- What is required: Look through the records below for the line with "font-size:20px; font-style:normal; color:#767676". Return that line and each one after it up to and including the line with "text-anchor:middle; dominant-baseline:central; stroke-width:6;", exactly.

Excerpted records below:

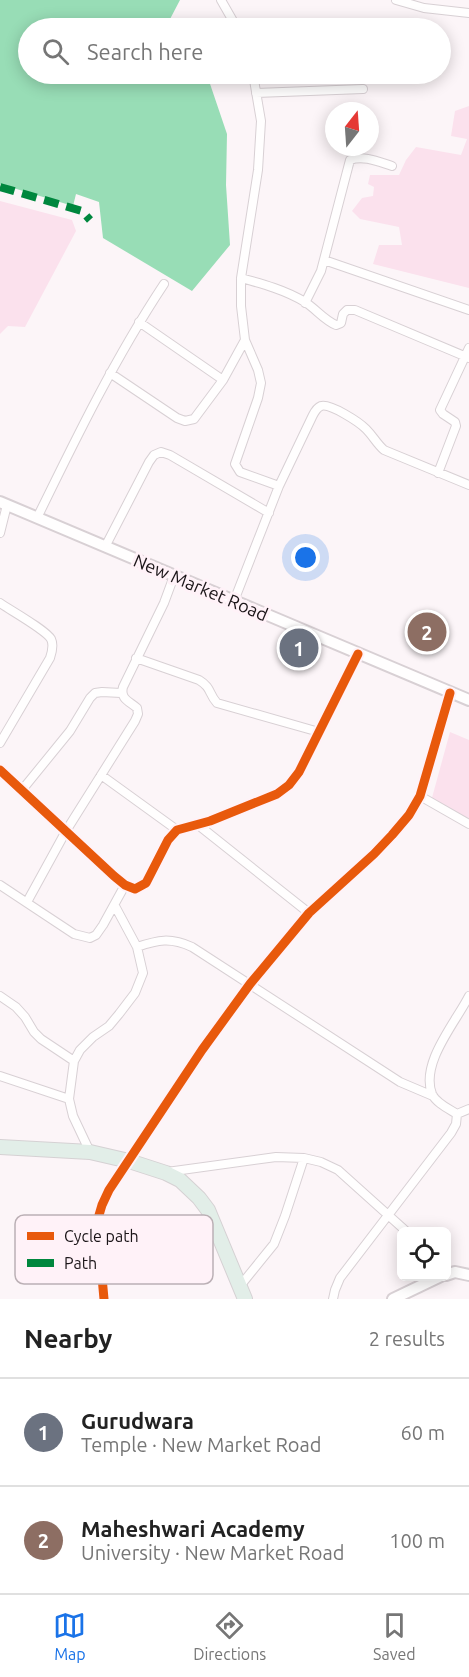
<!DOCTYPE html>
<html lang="en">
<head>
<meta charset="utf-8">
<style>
  body { margin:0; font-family:Ubuntu,sans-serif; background:#f2f2f2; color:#222 }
  .controls { position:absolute; right:18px; bottom:18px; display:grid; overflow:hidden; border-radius:9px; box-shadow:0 3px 15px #0003 }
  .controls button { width:54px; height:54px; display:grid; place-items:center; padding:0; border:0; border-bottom:2px solid #e0e0e0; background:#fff; color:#222; font:30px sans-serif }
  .compass { position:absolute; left:325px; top:102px; width:54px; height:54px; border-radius:50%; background:#fff; box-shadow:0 3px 15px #0003; rotate:17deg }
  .you { position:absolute; left:306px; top:558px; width:21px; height:21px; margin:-15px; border:4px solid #fff; border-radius:50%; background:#1a73e8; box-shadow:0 0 0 9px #1a73e833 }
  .badge { display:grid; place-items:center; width:39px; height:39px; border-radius:50%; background:#1a73e8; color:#fff; font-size:20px; font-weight:700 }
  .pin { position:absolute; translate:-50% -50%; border:3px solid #fff; box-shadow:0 2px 6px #0006 }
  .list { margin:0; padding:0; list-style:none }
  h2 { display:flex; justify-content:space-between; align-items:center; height:78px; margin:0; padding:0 24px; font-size:26px }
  h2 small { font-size:20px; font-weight:400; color:#767676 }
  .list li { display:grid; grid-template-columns:39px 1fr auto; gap:18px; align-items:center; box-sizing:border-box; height:108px; padding:0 24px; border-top:2px solid #e0e0e0 }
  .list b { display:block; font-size:22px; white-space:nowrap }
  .list p { margin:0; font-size:20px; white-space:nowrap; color:#767676 }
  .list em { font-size:20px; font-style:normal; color:#767676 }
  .icon { flex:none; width:33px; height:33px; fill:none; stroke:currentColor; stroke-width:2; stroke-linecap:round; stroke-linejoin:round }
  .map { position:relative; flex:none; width:469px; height:1299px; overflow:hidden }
  .search { position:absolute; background:#fff; box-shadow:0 3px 15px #0003; left:18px; right:18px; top:18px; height:66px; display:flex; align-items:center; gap:15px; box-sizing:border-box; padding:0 21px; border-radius:33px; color:#767676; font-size:22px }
  .sheet { height:294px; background:#fff }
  nav { display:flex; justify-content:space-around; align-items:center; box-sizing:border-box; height:84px; border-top:2px solid #e0e0e0; background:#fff; font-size:16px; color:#767676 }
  nav a { display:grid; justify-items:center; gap:3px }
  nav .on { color:#1a73e8 }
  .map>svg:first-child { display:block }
  .green { fill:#fbe1ed }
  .water { fill:#98ddb6 }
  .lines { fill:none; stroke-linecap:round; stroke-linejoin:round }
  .minor-casing { stroke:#d8d0d4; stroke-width:10 }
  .tertiary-casing { stroke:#d8d0d4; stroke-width:14 }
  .trunk-casing { stroke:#d5d1d3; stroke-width:16 }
  .minor { stroke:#fffefe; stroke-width:8 }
  .tertiary { stroke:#fffefe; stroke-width:10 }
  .trunk { stroke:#e2eee8; stroke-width:14 }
  .quiet { stroke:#00873e; stroke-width:8; stroke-dasharray:15 8; stroke-linecap:butt }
  .cycleway-casing { stroke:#fff2f8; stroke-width:13 }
  .cycleway { stroke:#e8590c; stroke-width:9 }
  .labels { text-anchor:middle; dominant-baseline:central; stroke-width:6; stroke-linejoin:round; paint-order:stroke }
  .street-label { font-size:18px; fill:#1b1518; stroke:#fff2f8 }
  .key { fill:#fff2f8; stroke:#bbb0b5; stroke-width:1.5 }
  .key-label { font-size:16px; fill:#1b1518 }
</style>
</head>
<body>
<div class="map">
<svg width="469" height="1299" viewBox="0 0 469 1299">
  <rect width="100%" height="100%" fill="#fcf5f8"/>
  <path class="green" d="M469,106V288L373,264L379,245H402L399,227L360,219L352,211L362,198L373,196L374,187L368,184L370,175H399L406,160L416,147L461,155L467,139L451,136L455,111Z
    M0,201L72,220L76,231L25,327L8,326L0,334Z
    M450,732L469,740V823L430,805Z"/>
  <path class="water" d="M0,0H180L169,21L158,22L160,28H28V74H203L207,75L227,134L226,185L230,245L192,291L103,238L99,202L76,194L73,206L0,184Z"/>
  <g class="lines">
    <defs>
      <path id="minor" d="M221,0L237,28
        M396,0L424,8L469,13
        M253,74L261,121L258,170L241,278V306L245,340L258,370L261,383L258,398L235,464L240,472L279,486
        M256,93L363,89
        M324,260L469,310
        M241,278C263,284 285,290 305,302C316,309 324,320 336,325L341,323L343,314L347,310H355L469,358
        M305,303L321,271L350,160C364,155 379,162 392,166
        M139,322L223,380
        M110,373L177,418L185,421L194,419L223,380L245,340
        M438,473L456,426L455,422L443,414L440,410L469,348
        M37,518C76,438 115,358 164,284
        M0,533L7,505
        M105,547L149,462L154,455L161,452L170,455L269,513
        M234,601L279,486L312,417C314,413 316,408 321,406C330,403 359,422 366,429C373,436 377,444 384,450L469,485
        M0,603C10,610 46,630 51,639C54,645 52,652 50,658L0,743
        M136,658L199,680C212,688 208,693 217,703L319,732
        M0,770L114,876L125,885L135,889L146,883L168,840L177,830L210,821L277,794L289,785L299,772L358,654
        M101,775L177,830
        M22,790L70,731L90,698L95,693L102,692L121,693
        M420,796L469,824
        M197,824L309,913
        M0,885L74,934L90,938L96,935L103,925L125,885
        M27,902L66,831L135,721L138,714L137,708C129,701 120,699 123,687L164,603L174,576
        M137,947C158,940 170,937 192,947L400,1082L433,1096
        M0,996L16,1007L25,1017L34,1032L41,1039L74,1061
        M0,1076L69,1099
        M457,1114L469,1109
        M90,1152L73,1116L69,1099L74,1061L80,1050L93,1037L109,1026L119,1014L135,993L143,973L137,947L115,906
        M167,1172L276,1157L304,1158L321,1162L338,1170L407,1232
        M240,1286L274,1244L285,1216L304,1158
        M104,1299L97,1222L102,1205L109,1190L202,1050L250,984L309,913L374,854L392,835L409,815L420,796L450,693
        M333,1299L335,1290L340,1278L451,1133L456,1124L457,1114C449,1109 436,1103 432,1094C420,1063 456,1022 469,996"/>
      <path id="tertiary" d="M0,502L469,700
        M446,1275L455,1272L469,1275
        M393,1299L441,1276"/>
      <path id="trunk" d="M0,1147L90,1152L129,1161L166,1173L180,1180L199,1198L208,1210L245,1299"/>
    </defs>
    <use href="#minor" class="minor-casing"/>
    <use href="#tertiary" class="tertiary-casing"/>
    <use href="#trunk" class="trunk-casing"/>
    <use href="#minor" class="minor"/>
    <use href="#tertiary" class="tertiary"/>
    <use href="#trunk" class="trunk"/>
    <path class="quiet" d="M0,187L82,211L90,220"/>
    <defs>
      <path id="cycleway" d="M0,770L114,876L125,885L135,889L146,883L168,840L177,830L210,821L277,794L289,785L299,772L358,654
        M104,1299L97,1222L102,1205L109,1190L202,1050L250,984L309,913L374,854L392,835L409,815L420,796L450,693"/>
    </defs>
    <use href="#cycleway" class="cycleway-casing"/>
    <use href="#cycleway" class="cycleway"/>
  </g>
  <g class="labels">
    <g class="street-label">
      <text transform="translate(201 587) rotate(23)">New Market Road</text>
    </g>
  </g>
  <rect x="15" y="1215" width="198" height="69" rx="9" class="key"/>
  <rect x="27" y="1232" width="27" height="8" fill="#e8590c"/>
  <rect x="27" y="1259" width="27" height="8" fill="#00873e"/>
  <g class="key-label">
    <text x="64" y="1242">Cycle path</text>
    <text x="64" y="1269">Path</text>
  </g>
</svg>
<div class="controls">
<button><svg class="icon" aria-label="locate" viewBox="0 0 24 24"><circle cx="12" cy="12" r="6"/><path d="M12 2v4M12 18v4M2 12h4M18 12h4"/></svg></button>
</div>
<svg class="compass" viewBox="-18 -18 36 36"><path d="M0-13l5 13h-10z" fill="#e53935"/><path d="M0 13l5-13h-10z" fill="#767676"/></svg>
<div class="you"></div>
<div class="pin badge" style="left:299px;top:648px;background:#6b7280">1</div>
<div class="pin badge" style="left:427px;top:632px;background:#8d6e63">2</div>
<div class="search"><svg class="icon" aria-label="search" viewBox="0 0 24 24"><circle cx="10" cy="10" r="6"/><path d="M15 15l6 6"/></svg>Search here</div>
</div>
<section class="sheet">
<h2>Nearby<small>2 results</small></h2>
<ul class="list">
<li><span class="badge" style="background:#6b7280">1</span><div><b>Gurudwara</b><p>Temple · New Market Road</p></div><em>60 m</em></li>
<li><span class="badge" style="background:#8d6e63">2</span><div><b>Maheshwari Academy</b><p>University · New Market Road</p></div><em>100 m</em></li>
</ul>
</section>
<nav>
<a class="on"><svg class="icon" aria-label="map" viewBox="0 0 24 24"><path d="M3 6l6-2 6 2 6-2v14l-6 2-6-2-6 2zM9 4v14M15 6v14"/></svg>Map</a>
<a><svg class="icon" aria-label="directions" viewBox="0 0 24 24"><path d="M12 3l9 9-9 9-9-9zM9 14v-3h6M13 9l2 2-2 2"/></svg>Directions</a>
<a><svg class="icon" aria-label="saved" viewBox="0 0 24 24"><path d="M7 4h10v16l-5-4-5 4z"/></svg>Saved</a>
</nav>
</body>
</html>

End of Excerpted records.

- Answer space:
  .list em { font-size:20px; font-style:normal; color:#767676 }
  .icon { flex:none; width:33px; height:33px; fill:none; stroke:currentColor; stroke-width:2; stroke-linecap:round; stroke-linejoin:round }
  .map { position:relative; flex:none; width:469px; height:1299px; overflow:hidden }
  .search { position:absolute; background:#fff; box-shadow:0 3px 15px #0003; left:18px; right:18px; top:18px; height:66px; display:flex; align-items:center; gap:15px; box-sizing:border-box; padding:0 21px; border-radius:33px; color:#767676; font-size:22px }
  .sheet { height:294px; background:#fff }
  nav { display:flex; justify-content:space-around; align-items:center; box-sizing:border-box; height:84px; border-top:2px solid #e0e0e0; background:#fff; font-size:16px; color:#767676 }
  nav a { display:grid; justify-items:center; gap:3px }
  nav .on { color:#1a73e8 }
  .map>svg:first-child { display:block }
  .green { fill:#fbe1ed }
  .water { fill:#98ddb6 }
  .lines { fill:none; stroke-linecap:round; stroke-linejoin:round }
  .minor-casing { stroke:#d8d0d4; stroke-width:10 }
  .tertiary-casing { stroke:#d8d0d4; stroke-width:14 }
  .trunk-casing { stroke:#d5d1d3; stroke-width:16 }
  .minor { stroke:#fffefe; stroke-width:8 }
  .tertiary { stroke:#fffefe; stroke-width:10 }
  .trunk { stroke:#e2eee8; stroke-width:14 }
  .quiet { stroke:#00873e; stroke-width:8; stroke-dasharray:15 8; stroke-linecap:butt }
  .cycleway-casing { stroke:#fff2f8; stroke-width:13 }
  .cycleway { stroke:#e8590c; stroke-width:9 }
  .labels { text-anchor:middle; dominant-baseline:central; stroke-width:6; stroke-linejoin:round; paint-order:stroke }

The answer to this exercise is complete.